Records from a data collection:
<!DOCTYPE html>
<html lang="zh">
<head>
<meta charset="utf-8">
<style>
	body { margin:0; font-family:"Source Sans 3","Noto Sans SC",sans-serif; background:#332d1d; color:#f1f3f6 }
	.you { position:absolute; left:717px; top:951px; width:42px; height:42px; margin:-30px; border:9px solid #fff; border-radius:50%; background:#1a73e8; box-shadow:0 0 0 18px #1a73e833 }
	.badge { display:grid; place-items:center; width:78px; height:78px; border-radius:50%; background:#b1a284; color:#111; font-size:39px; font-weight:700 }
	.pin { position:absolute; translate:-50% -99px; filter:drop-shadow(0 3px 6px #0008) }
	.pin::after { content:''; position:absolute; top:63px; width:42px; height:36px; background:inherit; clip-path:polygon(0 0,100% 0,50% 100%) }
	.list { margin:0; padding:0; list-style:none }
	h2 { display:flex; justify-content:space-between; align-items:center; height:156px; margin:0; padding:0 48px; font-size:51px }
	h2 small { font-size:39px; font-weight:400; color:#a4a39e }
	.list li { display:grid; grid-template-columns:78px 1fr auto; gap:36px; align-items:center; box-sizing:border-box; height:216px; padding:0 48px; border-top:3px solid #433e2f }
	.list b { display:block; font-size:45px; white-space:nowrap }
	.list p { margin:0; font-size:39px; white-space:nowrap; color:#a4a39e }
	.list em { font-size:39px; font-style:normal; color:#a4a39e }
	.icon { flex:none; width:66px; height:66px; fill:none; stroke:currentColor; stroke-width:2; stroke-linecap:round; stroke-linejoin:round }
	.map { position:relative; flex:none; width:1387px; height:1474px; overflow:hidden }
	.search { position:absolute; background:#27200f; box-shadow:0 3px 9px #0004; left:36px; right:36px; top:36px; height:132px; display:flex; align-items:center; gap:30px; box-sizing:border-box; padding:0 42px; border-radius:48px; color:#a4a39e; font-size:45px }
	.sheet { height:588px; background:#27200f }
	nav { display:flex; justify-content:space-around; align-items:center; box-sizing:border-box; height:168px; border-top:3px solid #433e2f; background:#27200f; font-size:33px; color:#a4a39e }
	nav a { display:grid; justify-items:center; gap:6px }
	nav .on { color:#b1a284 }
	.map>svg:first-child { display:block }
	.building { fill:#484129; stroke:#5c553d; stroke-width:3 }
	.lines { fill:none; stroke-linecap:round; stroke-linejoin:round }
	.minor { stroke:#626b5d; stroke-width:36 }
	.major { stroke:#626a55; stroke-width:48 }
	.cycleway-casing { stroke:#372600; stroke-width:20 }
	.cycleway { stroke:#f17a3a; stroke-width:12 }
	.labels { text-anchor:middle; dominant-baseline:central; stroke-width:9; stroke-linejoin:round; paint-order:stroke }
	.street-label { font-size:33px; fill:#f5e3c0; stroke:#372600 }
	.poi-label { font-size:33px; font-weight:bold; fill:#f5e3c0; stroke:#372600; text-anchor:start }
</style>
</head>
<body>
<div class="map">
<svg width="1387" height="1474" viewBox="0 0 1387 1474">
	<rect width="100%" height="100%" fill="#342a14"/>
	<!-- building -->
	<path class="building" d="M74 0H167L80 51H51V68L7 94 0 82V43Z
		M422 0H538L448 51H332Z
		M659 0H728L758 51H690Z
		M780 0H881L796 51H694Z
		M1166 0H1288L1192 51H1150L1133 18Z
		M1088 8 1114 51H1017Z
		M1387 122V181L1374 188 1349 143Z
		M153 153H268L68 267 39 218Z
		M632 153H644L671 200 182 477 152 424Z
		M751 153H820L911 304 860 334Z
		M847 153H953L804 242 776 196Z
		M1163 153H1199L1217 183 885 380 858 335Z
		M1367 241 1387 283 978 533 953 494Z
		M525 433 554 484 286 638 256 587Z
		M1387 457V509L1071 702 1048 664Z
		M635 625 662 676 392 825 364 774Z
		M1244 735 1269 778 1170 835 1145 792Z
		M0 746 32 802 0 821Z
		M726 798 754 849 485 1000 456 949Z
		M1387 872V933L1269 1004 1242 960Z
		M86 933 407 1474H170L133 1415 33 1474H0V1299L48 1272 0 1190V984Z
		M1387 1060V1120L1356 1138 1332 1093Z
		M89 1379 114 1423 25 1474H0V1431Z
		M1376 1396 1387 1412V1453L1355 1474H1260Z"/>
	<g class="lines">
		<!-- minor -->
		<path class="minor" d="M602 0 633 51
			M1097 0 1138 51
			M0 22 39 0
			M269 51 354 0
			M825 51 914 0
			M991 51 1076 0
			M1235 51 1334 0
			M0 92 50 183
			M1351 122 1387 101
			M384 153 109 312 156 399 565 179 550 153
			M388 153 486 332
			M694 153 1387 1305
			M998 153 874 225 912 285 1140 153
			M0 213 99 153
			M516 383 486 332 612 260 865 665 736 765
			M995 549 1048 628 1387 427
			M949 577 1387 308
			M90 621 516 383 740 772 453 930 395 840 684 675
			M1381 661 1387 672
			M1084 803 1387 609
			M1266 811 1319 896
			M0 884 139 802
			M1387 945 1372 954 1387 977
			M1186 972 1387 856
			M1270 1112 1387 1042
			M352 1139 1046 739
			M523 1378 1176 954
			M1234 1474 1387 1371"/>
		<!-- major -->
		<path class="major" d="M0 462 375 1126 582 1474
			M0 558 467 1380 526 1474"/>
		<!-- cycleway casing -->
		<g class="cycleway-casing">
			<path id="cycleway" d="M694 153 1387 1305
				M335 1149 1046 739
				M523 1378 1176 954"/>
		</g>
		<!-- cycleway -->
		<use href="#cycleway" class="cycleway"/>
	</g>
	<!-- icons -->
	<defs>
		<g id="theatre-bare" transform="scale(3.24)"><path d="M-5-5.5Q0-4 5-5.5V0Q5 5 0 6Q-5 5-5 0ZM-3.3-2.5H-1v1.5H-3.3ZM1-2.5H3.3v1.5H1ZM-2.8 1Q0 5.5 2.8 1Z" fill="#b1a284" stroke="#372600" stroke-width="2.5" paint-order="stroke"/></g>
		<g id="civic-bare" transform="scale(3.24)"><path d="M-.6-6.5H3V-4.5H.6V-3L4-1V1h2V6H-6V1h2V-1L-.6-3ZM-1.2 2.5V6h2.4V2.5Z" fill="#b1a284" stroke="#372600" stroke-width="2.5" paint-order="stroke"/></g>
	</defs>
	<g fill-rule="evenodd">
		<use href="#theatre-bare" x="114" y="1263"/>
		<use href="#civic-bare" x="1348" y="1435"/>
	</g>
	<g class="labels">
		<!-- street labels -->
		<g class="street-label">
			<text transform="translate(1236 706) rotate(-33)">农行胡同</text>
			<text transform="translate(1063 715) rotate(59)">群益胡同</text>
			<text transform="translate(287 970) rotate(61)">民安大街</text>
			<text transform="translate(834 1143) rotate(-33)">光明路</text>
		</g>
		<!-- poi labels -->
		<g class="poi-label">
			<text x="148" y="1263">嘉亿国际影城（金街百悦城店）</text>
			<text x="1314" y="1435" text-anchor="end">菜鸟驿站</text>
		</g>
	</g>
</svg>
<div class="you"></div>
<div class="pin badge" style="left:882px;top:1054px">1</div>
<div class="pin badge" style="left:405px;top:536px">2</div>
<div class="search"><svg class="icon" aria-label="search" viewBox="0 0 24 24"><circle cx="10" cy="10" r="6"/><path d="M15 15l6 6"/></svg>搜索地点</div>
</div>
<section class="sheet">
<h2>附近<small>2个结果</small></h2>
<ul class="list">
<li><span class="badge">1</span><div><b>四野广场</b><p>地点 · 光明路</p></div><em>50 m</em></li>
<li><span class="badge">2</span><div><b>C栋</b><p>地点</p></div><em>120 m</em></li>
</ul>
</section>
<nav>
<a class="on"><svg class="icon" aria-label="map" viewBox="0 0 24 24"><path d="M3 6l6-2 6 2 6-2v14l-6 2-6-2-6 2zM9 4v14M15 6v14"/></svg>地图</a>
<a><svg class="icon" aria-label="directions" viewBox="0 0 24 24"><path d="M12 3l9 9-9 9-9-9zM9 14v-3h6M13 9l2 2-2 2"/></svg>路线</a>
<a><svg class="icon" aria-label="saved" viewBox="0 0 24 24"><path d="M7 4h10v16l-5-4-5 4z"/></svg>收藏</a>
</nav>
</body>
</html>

_TASK BRIEF_:
Read through the lines above and collect those that contain the string "linecap".

_TASK RESULT_:
	.icon { flex:none; width:66px; height:66px; fill:none; stroke:currentColor; stroke-width:2; stroke-linecap:round; stroke-linejoin:round }
	.lines { fill:none; stroke-linecap:round; stroke-linejoin:round }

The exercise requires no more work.